RECORDED DATA:

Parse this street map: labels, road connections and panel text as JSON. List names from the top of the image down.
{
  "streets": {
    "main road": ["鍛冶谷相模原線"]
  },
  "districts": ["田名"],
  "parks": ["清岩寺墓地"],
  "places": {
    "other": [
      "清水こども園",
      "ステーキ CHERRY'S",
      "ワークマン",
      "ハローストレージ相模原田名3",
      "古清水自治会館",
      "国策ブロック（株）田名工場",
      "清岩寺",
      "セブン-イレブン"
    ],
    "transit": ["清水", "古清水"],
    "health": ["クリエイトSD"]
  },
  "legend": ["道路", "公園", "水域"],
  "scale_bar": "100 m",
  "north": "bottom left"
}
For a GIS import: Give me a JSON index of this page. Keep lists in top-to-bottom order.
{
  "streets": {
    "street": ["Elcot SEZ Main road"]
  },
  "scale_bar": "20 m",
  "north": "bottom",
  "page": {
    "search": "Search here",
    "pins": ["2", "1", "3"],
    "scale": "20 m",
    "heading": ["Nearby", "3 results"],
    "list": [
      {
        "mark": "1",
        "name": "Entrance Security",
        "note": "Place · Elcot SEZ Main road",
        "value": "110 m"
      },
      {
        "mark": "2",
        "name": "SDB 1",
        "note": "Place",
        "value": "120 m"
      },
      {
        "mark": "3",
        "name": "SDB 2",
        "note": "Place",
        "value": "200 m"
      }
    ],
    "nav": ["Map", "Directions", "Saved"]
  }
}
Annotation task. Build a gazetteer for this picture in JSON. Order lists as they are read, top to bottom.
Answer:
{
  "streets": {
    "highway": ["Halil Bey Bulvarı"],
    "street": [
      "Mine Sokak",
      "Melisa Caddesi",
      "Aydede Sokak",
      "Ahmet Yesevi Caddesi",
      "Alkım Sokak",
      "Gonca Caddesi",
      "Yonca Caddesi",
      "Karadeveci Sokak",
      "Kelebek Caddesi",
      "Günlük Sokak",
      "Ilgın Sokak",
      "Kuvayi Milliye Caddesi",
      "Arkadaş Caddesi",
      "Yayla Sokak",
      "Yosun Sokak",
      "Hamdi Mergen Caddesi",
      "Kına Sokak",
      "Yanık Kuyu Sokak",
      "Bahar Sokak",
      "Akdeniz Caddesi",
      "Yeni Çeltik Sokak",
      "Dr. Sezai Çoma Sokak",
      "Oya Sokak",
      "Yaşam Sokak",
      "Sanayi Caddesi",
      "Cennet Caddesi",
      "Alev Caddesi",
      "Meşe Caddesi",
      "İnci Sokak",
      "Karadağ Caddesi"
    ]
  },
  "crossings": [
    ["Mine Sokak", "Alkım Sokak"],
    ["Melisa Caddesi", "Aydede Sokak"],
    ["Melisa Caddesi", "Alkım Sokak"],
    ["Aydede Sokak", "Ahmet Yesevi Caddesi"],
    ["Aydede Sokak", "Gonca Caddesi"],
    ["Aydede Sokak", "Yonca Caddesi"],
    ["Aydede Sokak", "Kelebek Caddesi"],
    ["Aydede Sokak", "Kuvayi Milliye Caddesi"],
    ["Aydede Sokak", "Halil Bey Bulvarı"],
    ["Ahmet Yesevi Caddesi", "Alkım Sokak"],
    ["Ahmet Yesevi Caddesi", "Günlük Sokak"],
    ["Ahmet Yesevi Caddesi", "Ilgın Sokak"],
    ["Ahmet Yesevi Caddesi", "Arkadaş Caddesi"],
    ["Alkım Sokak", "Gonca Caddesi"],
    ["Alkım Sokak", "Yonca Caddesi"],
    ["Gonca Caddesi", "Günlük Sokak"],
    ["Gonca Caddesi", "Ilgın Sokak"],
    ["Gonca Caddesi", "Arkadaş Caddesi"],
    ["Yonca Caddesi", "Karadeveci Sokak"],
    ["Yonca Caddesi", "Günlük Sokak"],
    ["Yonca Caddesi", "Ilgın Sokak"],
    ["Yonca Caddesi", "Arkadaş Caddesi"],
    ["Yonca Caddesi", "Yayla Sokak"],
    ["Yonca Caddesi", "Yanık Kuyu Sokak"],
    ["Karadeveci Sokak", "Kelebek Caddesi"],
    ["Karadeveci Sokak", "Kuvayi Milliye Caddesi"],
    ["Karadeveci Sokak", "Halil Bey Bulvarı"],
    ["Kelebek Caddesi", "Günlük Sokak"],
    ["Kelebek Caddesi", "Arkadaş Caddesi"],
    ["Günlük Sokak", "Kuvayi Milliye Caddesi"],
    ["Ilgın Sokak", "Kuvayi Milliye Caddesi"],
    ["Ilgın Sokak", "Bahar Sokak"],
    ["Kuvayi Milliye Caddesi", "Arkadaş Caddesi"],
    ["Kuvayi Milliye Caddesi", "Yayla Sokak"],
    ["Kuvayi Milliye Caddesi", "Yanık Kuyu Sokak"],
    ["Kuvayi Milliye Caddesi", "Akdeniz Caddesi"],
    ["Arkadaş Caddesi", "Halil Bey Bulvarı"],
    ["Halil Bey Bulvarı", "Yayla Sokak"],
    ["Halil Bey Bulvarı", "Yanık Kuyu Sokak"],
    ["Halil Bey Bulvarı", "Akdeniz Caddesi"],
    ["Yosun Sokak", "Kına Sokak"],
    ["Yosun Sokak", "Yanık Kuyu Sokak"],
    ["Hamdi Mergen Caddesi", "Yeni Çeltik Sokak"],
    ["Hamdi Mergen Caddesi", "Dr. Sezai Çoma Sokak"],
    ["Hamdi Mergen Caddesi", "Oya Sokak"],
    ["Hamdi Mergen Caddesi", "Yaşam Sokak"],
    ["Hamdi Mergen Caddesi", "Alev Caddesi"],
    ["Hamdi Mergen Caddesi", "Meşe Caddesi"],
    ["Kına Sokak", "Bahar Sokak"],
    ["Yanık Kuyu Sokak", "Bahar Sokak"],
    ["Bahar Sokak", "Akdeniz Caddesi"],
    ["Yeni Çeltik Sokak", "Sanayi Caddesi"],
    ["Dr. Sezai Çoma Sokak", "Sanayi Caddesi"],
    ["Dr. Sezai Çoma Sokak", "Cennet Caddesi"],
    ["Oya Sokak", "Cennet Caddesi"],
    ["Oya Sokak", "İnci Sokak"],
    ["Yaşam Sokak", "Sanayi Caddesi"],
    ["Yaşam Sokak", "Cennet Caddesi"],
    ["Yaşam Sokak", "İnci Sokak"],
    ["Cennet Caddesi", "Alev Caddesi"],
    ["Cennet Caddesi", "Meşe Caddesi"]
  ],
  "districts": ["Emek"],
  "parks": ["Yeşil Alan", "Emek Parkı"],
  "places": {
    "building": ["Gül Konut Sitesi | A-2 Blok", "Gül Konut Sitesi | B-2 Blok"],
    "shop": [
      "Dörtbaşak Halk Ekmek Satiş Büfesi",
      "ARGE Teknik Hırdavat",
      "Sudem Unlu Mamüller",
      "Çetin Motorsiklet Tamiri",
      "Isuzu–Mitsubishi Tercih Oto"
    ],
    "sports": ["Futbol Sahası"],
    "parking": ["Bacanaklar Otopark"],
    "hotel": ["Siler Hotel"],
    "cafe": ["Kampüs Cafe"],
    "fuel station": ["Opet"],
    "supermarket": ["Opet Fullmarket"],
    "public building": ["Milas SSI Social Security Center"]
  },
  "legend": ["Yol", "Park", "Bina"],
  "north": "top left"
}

TASK DESCRIPTION: Retype each of the records, word for word, with nothing added or dropped.

YOUR SOLUTION:
Parse this street map: labels, road connections and panel text as JSON. List names from the top of the image down.
{
  "streets": {
    "main road": ["鍛冶谷相模原線"]
  },
  "districts": ["田名"],
  "parks": ["清岩寺墓地"],
  "places": {
    "other": [
      "清水こども園",
      "ステーキ CHERRY'S",
      "ワークマン",
      "ハローストレージ相模原田名3",
      "古清水自治会館",
      "国策ブロック（株）田名工場",
      "清岩寺",
      "セブン-イレブン"
    ],
    "transit": ["清水", "古清水"],
    "health": ["クリエイトSD"]
  },
  "legend": ["道路", "公園", "水域"],
  "scale_bar": "100 m",
  "north": "bottom left"
}
For a GIS import: Give me a JSON index of this page. Keep lists in top-to-bottom order.
{
  "streets": {
    "street": ["Elcot SEZ Main road"]
  },
  "scale_bar": "20 m",
  "north": "bottom",
  "page": {
    "search": "Search here",
    "pins": ["2", "1", "3"],
    "scale": "20 m",
    "heading": ["Nearby", "3 results"],
    "list": [
      {
        "mark": "1",
        "name": "Entrance Security",
        "note": "Place · Elcot SEZ Main road",
        "value": "110 m"
      },
      {
        "mark": "2",
        "name": "SDB 1",
        "note": "Place",
        "value": "120 m"
      },
      {
        "mark": "3",
        "name": "SDB 2",
        "note": "Place",
        "value": "200 m"
      }
    ],
    "nav": ["Map", "Directions", "Saved"]
  }
}
Annotation task. Build a gazetteer for this picture in JSON. Order lists as they are read, top to bottom.
Answer:
{
  "streets": {
    "highway": ["Halil Bey Bulvarı"],
    "street": [
      "Mine Sokak",
      "Melisa Caddesi",
      "Aydede Sokak",
      "Ahmet Yesevi Caddesi",
      "Alkım Sokak",
      "Gonca Caddesi",
      "Yonca Caddesi",
      "Karadeveci Sokak",
      "Kelebek Caddesi",
      "Günlük Sokak",
      "Ilgın Sokak",
      "Kuvayi Milliye Caddesi",
      "Arkadaş Caddesi",
      "Yayla Sokak",
      "Yosun Sokak",
      "Hamdi Mergen Caddesi",
      "Kına Sokak",
      "Yanık Kuyu Sokak",
      "Bahar Sokak",
      "Akdeniz Caddesi",
      "Yeni Çeltik Sokak",
      "Dr. Sezai Çoma Sokak",
      "Oya Sokak",
      "Yaşam Sokak",
      "Sanayi Caddesi",
      "Cennet Caddesi",
      "Alev Caddesi",
      "Meşe Caddesi",
      "İnci Sokak",
      "Karadağ Caddesi"
    ]
  },
  "crossings": [
    ["Mine Sokak", "Alkım Sokak"],
    ["Melisa Caddesi", "Aydede Sokak"],
    ["Melisa Caddesi", "Alkım Sokak"],
    ["Aydede Sokak", "Ahmet Yesevi Caddesi"],
    ["Aydede Sokak", "Gonca Caddesi"],
    ["Aydede Sokak", "Yonca Caddesi"],
    ["Aydede Sokak", "Kelebek Caddesi"],
    ["Aydede Sokak", "Kuvayi Milliye Caddesi"],
    ["Aydede Sokak", "Halil Bey Bulvarı"],
    ["Ahmet Yesevi Caddesi", "Alkım Sokak"],
    ["Ahmet Yesevi Caddesi", "Günlük Sokak"],
    ["Ahmet Yesevi Caddesi", "Ilgın Sokak"],
    ["Ahmet Yesevi Caddesi", "Arkadaş Caddesi"],
    ["Alkım Sokak", "Gonca Caddesi"],
    ["Alkım Sokak", "Yonca Caddesi"],
    ["Gonca Caddesi", "Günlük Sokak"],
    ["Gonca Caddesi", "Ilgın Sokak"],
    ["Gonca Caddesi", "Arkadaş Caddesi"],
    ["Yonca Caddesi", "Karadeveci Sokak"],
    ["Yonca Caddesi", "Günlük Sokak"],
    ["Yonca Caddesi", "Ilgın Sokak"],
    ["Yonca Caddesi", "Arkadaş Caddesi"],
    ["Yonca Caddesi", "Yayla Sokak"],
    ["Yonca Caddesi", "Yanık Kuyu Sokak"],
    ["Karadeveci Sokak", "Kelebek Caddesi"],
    ["Karadeveci Sokak", "Kuvayi Milliye Caddesi"],
    ["Karadeveci Sokak", "Halil Bey Bulvarı"],
    ["Kelebek Caddesi", "Günlük Sokak"],
    ["Kelebek Caddesi", "Arkadaş Caddesi"],
    ["Günlük Sokak", "Kuvayi Milliye Caddesi"],
    ["Ilgın Sokak", "Kuvayi Milliye Caddesi"],
    ["Ilgın Sokak", "Bahar Sokak"],
    ["Kuvayi Milliye Caddesi", "Arkadaş Caddesi"],
    ["Kuvayi Milliye Caddesi", "Yayla Sokak"],
    ["Kuvayi Milliye Caddesi", "Yanık Kuyu Sokak"],
    ["Kuvayi Milliye Caddesi", "Akdeniz Caddesi"],
    ["Arkadaş Caddesi", "Halil Bey Bulvarı"],
    ["Halil Bey Bulvarı", "Yayla Sokak"],
    ["Halil Bey Bulvarı", "Yanık Kuyu Sokak"],
    ["Halil Bey Bulvarı", "Akdeniz Caddesi"],
    ["Yosun Sokak", "Kına Sokak"],
    ["Yosun Sokak", "Yanık Kuyu Sokak"],
    ["Hamdi Mergen Caddesi", "Yeni Çeltik Sokak"],
    ["Hamdi Mergen Caddesi", "Dr. Sezai Çoma Sokak"],
    ["Hamdi Mergen Caddesi", "Oya Sokak"],
    ["Hamdi Mergen Caddesi", "Yaşam Sokak"],
    ["Hamdi Mergen Caddesi", "Alev Caddesi"],
    ["Hamdi Mergen Caddesi", "Meşe Caddesi"],
    ["Kına Sokak", "Bahar Sokak"],
    ["Yanık Kuyu Sokak", "Bahar Sokak"],
    ["Bahar Sokak", "Akdeniz Caddesi"],
    ["Yeni Çeltik Sokak", "Sanayi Caddesi"],
    ["Dr. Sezai Çoma Sokak", "Sanayi Caddesi"],
    ["Dr. Sezai Çoma Sokak", "Cennet Caddesi"],
    ["Oya Sokak", "Cennet Caddesi"],
    ["Oya Sokak", "İnci Sokak"],
    ["Yaşam Sokak", "Sanayi Caddesi"],
    ["Yaşam Sokak", "Cennet Caddesi"],
    ["Yaşam Sokak", "İnci Sokak"],
    ["Cennet Caddesi", "Alev Caddesi"],
    ["Cennet Caddesi", "Meşe Caddesi"]
  ],
  "districts": ["Emek"],
  "parks": ["Yeşil Alan", "Emek Parkı"],
  "places": {
    "building": ["Gül Konut Sitesi | A-2 Blok", "Gül Konut Sitesi | B-2 Blok"],
    "shop": [
      "Dörtbaşak Halk Ekmek Satiş Büfesi",
      "ARGE Teknik Hırdavat",
      "Sudem Unlu Mamüller",
      "Çetin Motorsiklet Tamiri",
      "Isuzu–Mitsubishi Tercih Oto"
    ],
    "sports": ["Futbol Sahası"],
    "parking": ["Bacanaklar Otopark"],
    "hotel": ["Siler Hotel"],
    "cafe": ["Kampüs Cafe"],
    "fuel station": ["Opet"],
    "supermarket": ["Opet Fullmarket"],
    "public building": ["Milas SSI Social Security Center"]
  },
  "legend": ["Yol", "Park", "Bina"],
  "north": "top left"
}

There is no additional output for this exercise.